In [36]:
import json
from elasticsearch import Elasticsearch
import pandas as pd
import minsearch
from tqdm.auto  import tqdm
import random

In [2]:
with open("../data/documents_id.json","r") as d_in:
    documents = json.load(d_in)

documents[0]

{'Service_Category': 'Security & identity',
 'Service_Type': 'Zero trust & secure enterprise browser',
 'Link_to_Documentation': 'https://chromeenterprise.google/products/chrome-enterprise-premium/',
 'Google_Cloud_Product': 'Chrome Enterprise Premium',
 'Google_Cloud_Product_Description': 'Enable secure access to critical applications and services, with integrated threat and data protection.',
 'AWS_Offering': '',
 'Azure_Offering': '',
 'Id': '40b23873859451847af0143acb81838c'}

In [3]:
text_fields = ["Service_Category", "Service_Type", "Link_to_Documentation", "Google_Cloud_Product", "Google_Cloud_Product_Description", "AWS_Offering", "Azure_Offering"]

index = minsearch.Index(
        text_fields=text_fields,
        keyword_fields=['Id']
        )


index.fit(documents)

<minsearch.Index at 0x17a6ab710>

In [4]:
e_client = Elasticsearch('http://localhost:9200')

e_client.info()

ObjectApiResponse({'name': '699e94d444a1', 'cluster_name': 'docker-cluster', 'cluster_uuid': '4No4U7IcRFSxM5CuiGnr_g', 'version': {'number': '8.4.3', 'build_flavor': 'default', 'build_type': 'docker', 'build_hash': '42f05b9372a9a4a470db3b52817899b99a76ee73', 'build_date': '2022-10-04T07:17:24.662462378Z', 'build_snapshot': False, 'lucene_version': '9.3.0', 'minimum_wire_compatibility_version': '7.17.0', 'minimum_index_compatibility_version': '7.0.0'}, 'tagline': 'You Know, for Search'})

In [5]:
index_name =  "cloud-comparative-guide"

In [6]:
def search(search_engine,query,boost={}):

    if search_engine == 'minisearch':

        results = index.search(
            query=query,
            filter_dict={},
            boost_dict=boost,
            num_results=5
        )

        return results
    
    elif search_engine == 'elastic_search':

        search_query = {
        "size": 5,
        "query": {
                "multi_match": {
                    "query": query,
                    "fields": ["Google_Cloud_Product^7","Google_Cloud_Product_Description^3","Service_Type"],
                }
                },
        }
        
        a_res = e_client.search(index=index_name, body=search_query,source=["Service_Type","Link_to_Documentation","Google_Cloud_Product","Google_Cloud_Product_Description","AWS_Offering",'Azure_Offering','Id'])

        result_docs = []

        for hit in a_res["hits"]["hits"]:
            result_docs.append(hit['_source'])
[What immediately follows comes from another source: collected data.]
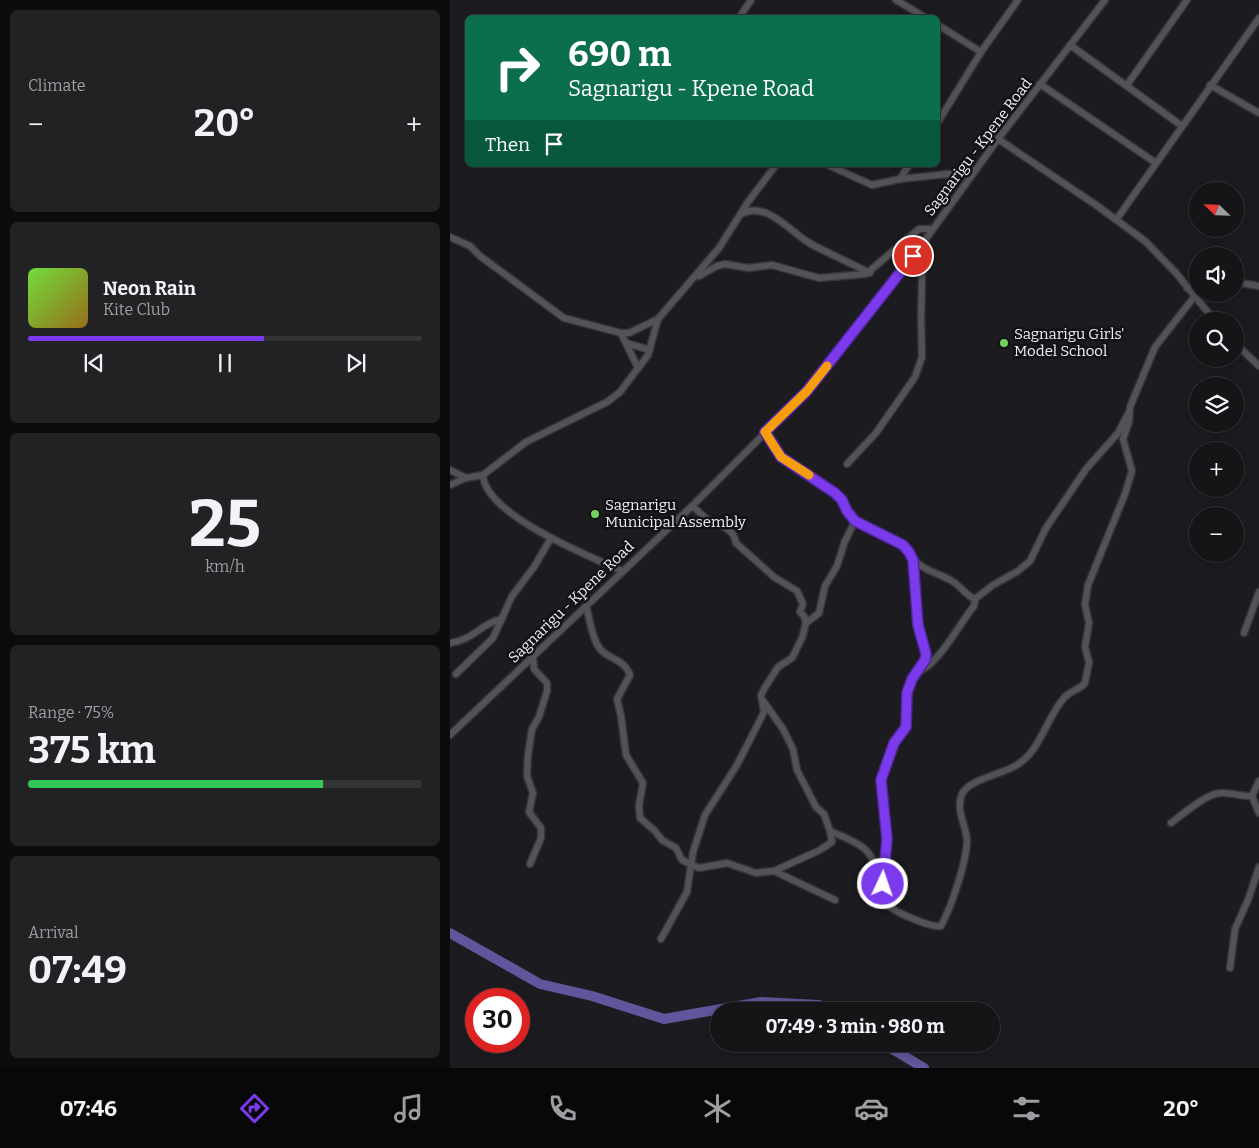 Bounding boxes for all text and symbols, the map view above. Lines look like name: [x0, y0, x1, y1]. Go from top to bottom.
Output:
text: 690 m: [568, 33, 671, 75]
icon: right: [485, 35, 550, 100]
text: Sagnarigu - Kpene Road: [568, 75, 814, 102]
street label: Sagnarigu - Kpene Road: [920, 75, 1036, 219]
text: Climate: [28, 76, 86, 95]
text: 20°: [194, 100, 256, 146]
text: −: [28, 108, 43, 141]
text: +: [406, 108, 422, 141]
icon: arrive: [540, 130, 568, 158]
text: Then: [485, 133, 530, 156]
north arrow: [1189, 182, 1244, 238]
map controls: [1189, 182, 1244, 562]
pin: [892, 235, 934, 277]
icon: arrive: [899, 242, 927, 270]
button: sound: [1189, 247, 1244, 302]
text: Neon Rain: [103, 277, 196, 300]
text: Kite Club: [103, 300, 170, 319]
button: search: [1189, 312, 1244, 367]
place label: Sagnarigu Girls' Model School: [1014, 325, 1125, 360]
marker: Sagnarigu Girls' Model School: [998, 337, 1010, 349]
icon: previous: [80, 349, 108, 377]
icon: pause: [211, 349, 239, 377]
icon: next: [342, 349, 370, 377]
button: layers: [1189, 377, 1244, 432]
button: +: [1189, 442, 1244, 497]
text: 25: [189, 485, 261, 563]
place label: Sagnarigu Municipal Assembly: [605, 496, 746, 531]
button: −: [1189, 507, 1244, 562]
marker: Sagnarigu Municipal Assembly: [589, 508, 601, 520]
street label: Sagnarigu - Kpene Road: [504, 537, 638, 667]
text: km/h: [205, 557, 245, 576]
text: Range · 75%: [28, 703, 114, 722]
text: 375 km: [28, 727, 156, 773]
position arrow: [856, 857, 908, 909]
text: Arrival: [28, 923, 79, 942]
text: 07:49: [28, 947, 127, 993]
speed limit sign: 30: [465, 988, 530, 1053]
text: 07:49 · 3 min · 980 m: [765, 1015, 945, 1038]
icon: directions: [237, 1091, 272, 1126]
icon: music: [391, 1091, 426, 1126]
icon: phone: [545, 1091, 580, 1126]
icon: climate: [700, 1091, 735, 1126]
icon: car: [854, 1091, 889, 1126]
icon: filters: [1009, 1091, 1044, 1126]
text: 07:46: [60, 1095, 117, 1122]
text: 20°: [1163, 1095, 1199, 1122] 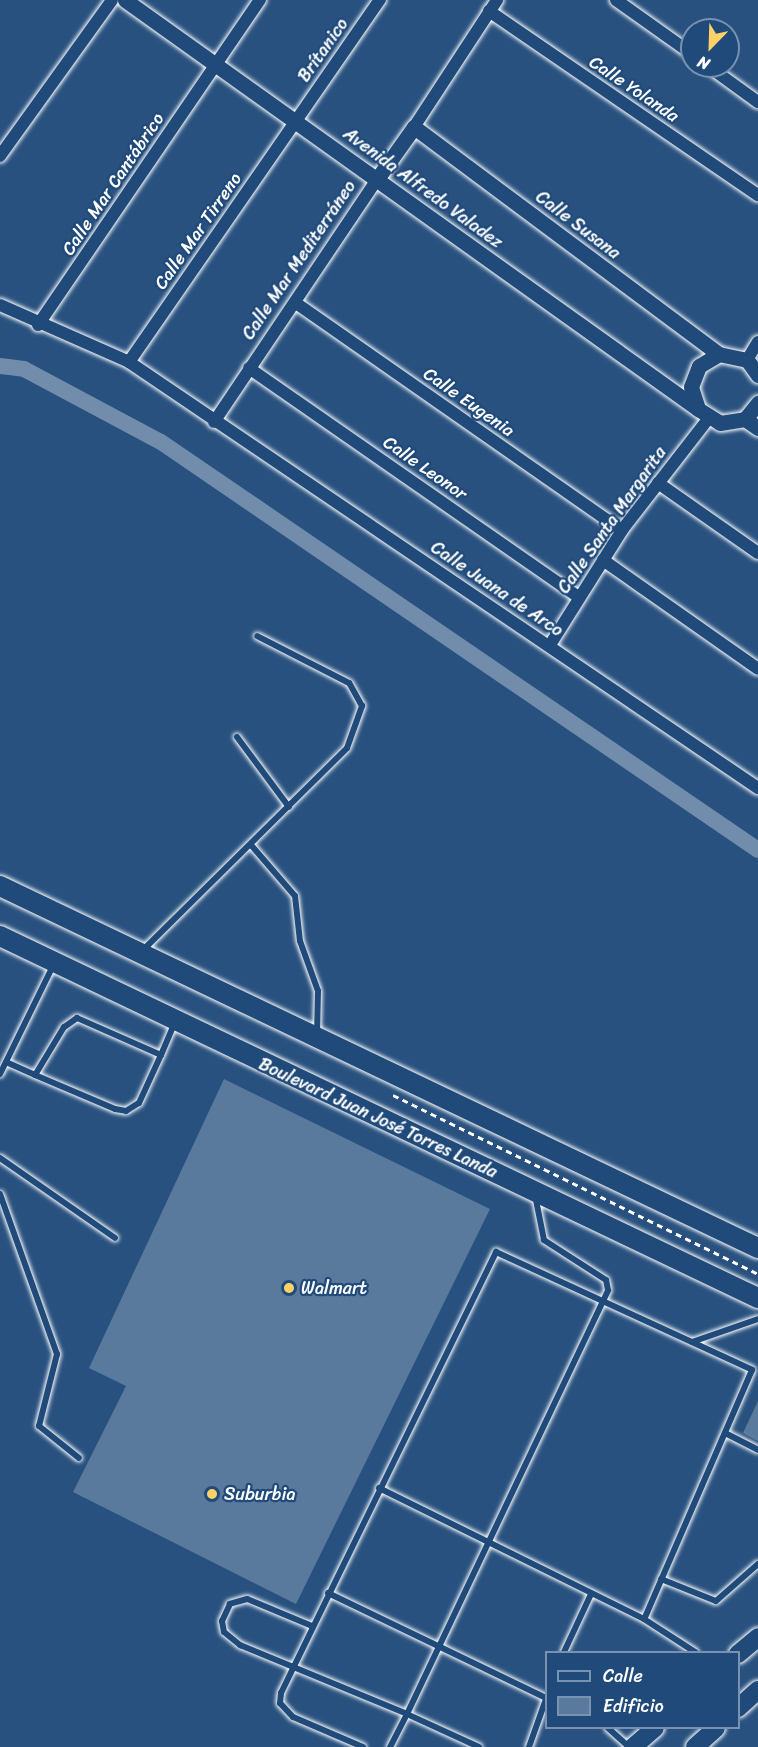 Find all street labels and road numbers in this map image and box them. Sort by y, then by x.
street label: Brítanico [293,14,353,86]
street label: Calle Yolanda [585,51,683,127]
street label: Calle Mar Cantábrico [57,109,169,259]
street label: Avenida Alfredo Valadez [339,123,507,253]
street label: Calle Mar Tirreno [150,168,246,294]
street label: Calle Mar Mediterráneo [238,176,360,344]
street label: Calle Susana [531,186,625,264]
street label: Calle Eugenia [419,363,519,441]
street label: Calle Leonor [379,431,471,505]
street label: Calle Santa Margarita [553,442,671,598]
street label: Calle Juana de Arco [426,537,568,641]
street label: Boulevard Juan José Torres Landa [254,1053,502,1183]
        return result_docs
    
    else:
        return "please pass the appropriate search engine"

In [10]:
df_ground_truth = pd.read_csv('../data/ground-truth-data.csv')
ground_truth = df_ground_truth.to_dict(orient='records')

In [21]:
ground_truth[0]

{'question': 'What are the key differences in the zero trust security features between Chrome Enterprise Premium and similar offerings from AWS and Azure?',
 'Google_Cloud_Product': 'Chrome Enterprise Premium',
 'document_id': '40b23873859451847af0143acb81838c'}

In [12]:
def hit_rate(relevance_total):
    cnt = 0

    for line in relevance_total:
        if True in line:
            cnt = cnt + 1

    return cnt / len(relevance_total)

def mrr(relevance_total):
    total_score = 0.0

    for line in relevance_total:
        for rank in range(len(line)):
            if line[rank] == True:
                total_score = total_score + 1 / (rank + 1)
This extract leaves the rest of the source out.